Task description> For each line below, print it again exactly as shown.

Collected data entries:
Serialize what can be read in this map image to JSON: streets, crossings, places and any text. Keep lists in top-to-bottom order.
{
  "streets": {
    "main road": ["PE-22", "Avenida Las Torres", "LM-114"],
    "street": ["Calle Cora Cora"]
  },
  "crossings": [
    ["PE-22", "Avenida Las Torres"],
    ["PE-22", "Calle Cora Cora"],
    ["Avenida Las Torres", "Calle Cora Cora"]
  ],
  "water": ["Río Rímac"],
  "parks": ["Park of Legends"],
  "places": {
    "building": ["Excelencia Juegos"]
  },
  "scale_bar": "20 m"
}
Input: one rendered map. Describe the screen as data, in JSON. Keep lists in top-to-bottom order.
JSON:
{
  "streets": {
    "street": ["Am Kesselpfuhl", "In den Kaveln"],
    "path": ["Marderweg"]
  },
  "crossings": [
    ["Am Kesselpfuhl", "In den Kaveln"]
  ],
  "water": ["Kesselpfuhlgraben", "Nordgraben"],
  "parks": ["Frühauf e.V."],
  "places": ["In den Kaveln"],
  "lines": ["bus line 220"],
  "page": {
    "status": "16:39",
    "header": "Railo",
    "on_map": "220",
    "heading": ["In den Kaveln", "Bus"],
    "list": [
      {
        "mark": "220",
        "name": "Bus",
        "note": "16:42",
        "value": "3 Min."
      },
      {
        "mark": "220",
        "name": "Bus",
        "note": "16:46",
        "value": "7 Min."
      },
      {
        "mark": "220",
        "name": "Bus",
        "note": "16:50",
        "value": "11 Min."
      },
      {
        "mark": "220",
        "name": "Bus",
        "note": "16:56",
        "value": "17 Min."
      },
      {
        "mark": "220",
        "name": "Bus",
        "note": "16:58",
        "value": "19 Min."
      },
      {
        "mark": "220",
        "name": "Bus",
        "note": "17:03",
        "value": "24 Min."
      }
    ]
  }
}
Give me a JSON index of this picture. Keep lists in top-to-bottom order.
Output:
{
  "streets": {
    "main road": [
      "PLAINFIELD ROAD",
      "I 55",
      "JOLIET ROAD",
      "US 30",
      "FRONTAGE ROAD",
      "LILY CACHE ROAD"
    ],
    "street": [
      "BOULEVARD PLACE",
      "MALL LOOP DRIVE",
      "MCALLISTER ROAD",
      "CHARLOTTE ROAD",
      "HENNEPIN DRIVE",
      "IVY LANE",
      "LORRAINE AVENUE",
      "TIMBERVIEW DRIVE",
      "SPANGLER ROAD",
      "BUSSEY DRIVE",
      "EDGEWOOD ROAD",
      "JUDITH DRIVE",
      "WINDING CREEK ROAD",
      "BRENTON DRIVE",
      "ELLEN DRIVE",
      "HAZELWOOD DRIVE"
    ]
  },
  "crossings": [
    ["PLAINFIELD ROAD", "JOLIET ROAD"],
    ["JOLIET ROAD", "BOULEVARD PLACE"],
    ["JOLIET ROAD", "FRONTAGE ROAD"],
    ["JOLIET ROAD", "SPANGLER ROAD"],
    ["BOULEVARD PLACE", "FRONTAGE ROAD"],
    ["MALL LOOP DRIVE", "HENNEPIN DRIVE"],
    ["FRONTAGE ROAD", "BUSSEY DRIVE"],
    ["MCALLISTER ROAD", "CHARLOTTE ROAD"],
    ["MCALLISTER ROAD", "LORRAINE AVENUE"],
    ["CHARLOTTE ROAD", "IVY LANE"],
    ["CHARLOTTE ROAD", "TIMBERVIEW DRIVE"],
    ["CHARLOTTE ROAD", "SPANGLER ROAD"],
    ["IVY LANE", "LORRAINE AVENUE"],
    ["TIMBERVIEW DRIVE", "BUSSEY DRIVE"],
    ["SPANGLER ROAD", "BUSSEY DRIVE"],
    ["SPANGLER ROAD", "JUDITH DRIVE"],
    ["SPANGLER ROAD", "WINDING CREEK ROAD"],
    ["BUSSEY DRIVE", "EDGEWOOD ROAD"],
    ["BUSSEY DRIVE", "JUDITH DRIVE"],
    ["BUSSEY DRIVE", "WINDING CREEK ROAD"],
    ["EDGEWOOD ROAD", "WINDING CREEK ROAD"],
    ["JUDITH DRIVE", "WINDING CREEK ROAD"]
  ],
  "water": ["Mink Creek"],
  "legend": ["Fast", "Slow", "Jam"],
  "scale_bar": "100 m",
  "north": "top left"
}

Response area>
Serialize what can be read in this map image to JSON: streets, crossings, places and any text. Keep lists in top-to-bottom order.
{
  "streets": {
    "main road": ["PE-22", "Avenida Las Torres", "LM-114"],
    "street": ["Calle Cora Cora"]
  },
  "crossings": [
    ["PE-22", "Avenida Las Torres"],
    ["PE-22", "Calle Cora Cora"],
    ["Avenida Las Torres", "Calle Cora Cora"]
  ],
  "water": ["Río Rímac"],
  "parks": ["Park of Legends"],
  "places": {
    "building": ["Excelencia Juegos"]
  },
  "scale_bar": "20 m"
}
Input: one rendered map. Describe the screen as data, in JSON. Keep lists in top-to-bottom order.
JSON:
{
  "streets": {
    "street": ["Am Kesselpfuhl", "In den Kaveln"],
    "path": ["Marderweg"]
  },
  "crossings": [
    ["Am Kesselpfuhl", "In den Kaveln"]
  ],
  "water": ["Kesselpfuhlgraben", "Nordgraben"],
  "parks": ["Frühauf e.V."],
  "places": ["In den Kaveln"],
  "lines": ["bus line 220"],
  "page": {
    "status": "16:39",
    "header": "Railo",
    "on_map": "220",
    "heading": ["In den Kaveln", "Bus"],
    "list": [
      {
        "mark": "220",
        "name": "Bus",
        "note": "16:42",
        "value": "3 Min."
      },
      {
        "mark": "220",
        "name": "Bus",
        "note": "16:46",
        "value": "7 Min."
      },
      {
        "mark": "220",
        "name": "Bus",
        "note": "16:50",
        "value": "11 Min."
      },
      {
        "mark": "220",
        "name": "Bus",
        "note": "16:56",
        "value": "17 Min."
      },
      {
        "mark": "220",
        "name": "Bus",
        "note": "16:58",
        "value": "19 Min."
      },
      {
        "mark": "220",
        "name": "Bus",
        "note": "17:03",
        "value": "24 Min."
      }
    ]
  }
}
Give me a JSON index of this picture. Keep lists in top-to-bottom order.
Output:
{
  "streets": {
    "main road": [
      "PLAINFIELD ROAD",
      "I 55",
      "JOLIET ROAD",
      "US 30",
      "FRONTAGE ROAD",
      "LILY CACHE ROAD"
    ],
    "street": [
      "BOULEVARD PLACE",
      "MALL LOOP DRIVE",
      "MCALLISTER ROAD",
      "CHARLOTTE ROAD",
      "HENNEPIN DRIVE",
      "IVY LANE",
      "LORRAINE AVENUE",
      "TIMBERVIEW DRIVE",
      "SPANGLER ROAD",
      "BUSSEY DRIVE",
      "EDGEWOOD ROAD",
      "JUDITH DRIVE",
      "WINDING CREEK ROAD",
      "BRENTON DRIVE",
      "ELLEN DRIVE",
      "HAZELWOOD DRIVE"
    ]
  },
  "crossings": [
    ["PLAINFIELD ROAD", "JOLIET ROAD"],
    ["JOLIET ROAD", "BOULEVARD PLACE"],
    ["JOLIET ROAD", "FRONTAGE ROAD"],
    ["JOLIET ROAD", "SPANGLER ROAD"],
    ["BOULEVARD PLACE", "FRONTAGE ROAD"],
    ["MALL LOOP DRIVE", "HENNEPIN DRIVE"],
    ["FRONTAGE ROAD", "BUSSEY DRIVE"],
    ["MCALLISTER ROAD", "CHARLOTTE ROAD"],
    ["MCALLISTER ROAD", "LORRAINE AVENUE"],
    ["CHARLOTTE ROAD", "IVY LANE"],
    ["CHARLOTTE ROAD", "TIMBERVIEW DRIVE"],
    ["CHARLOTTE ROAD", "SPANGLER ROAD"],
    ["IVY LANE", "LORRAINE AVENUE"],
    ["TIMBERVIEW DRIVE", "BUSSEY DRIVE"],
    ["SPANGLER ROAD", "BUSSEY DRIVE"],
    ["SPANGLER ROAD", "JUDITH DRIVE"],
    ["SPANGLER ROAD", "WINDING CREEK ROAD"],
    ["BUSSEY DRIVE", "EDGEWOOD ROAD"],
    ["BUSSEY DRIVE", "JUDITH DRIVE"],
    ["BUSSEY DRIVE", "WINDING CREEK ROAD"],
    ["EDGEWOOD ROAD", "WINDING CREEK ROAD"],
    ["JUDITH DRIVE", "WINDING CREEK ROAD"]
  ],
  "water": ["Mink Creek"],
  "legend": ["Fast", "Slow", "Jam"],
  "scale_bar": "100 m",
  "north": "top left"
}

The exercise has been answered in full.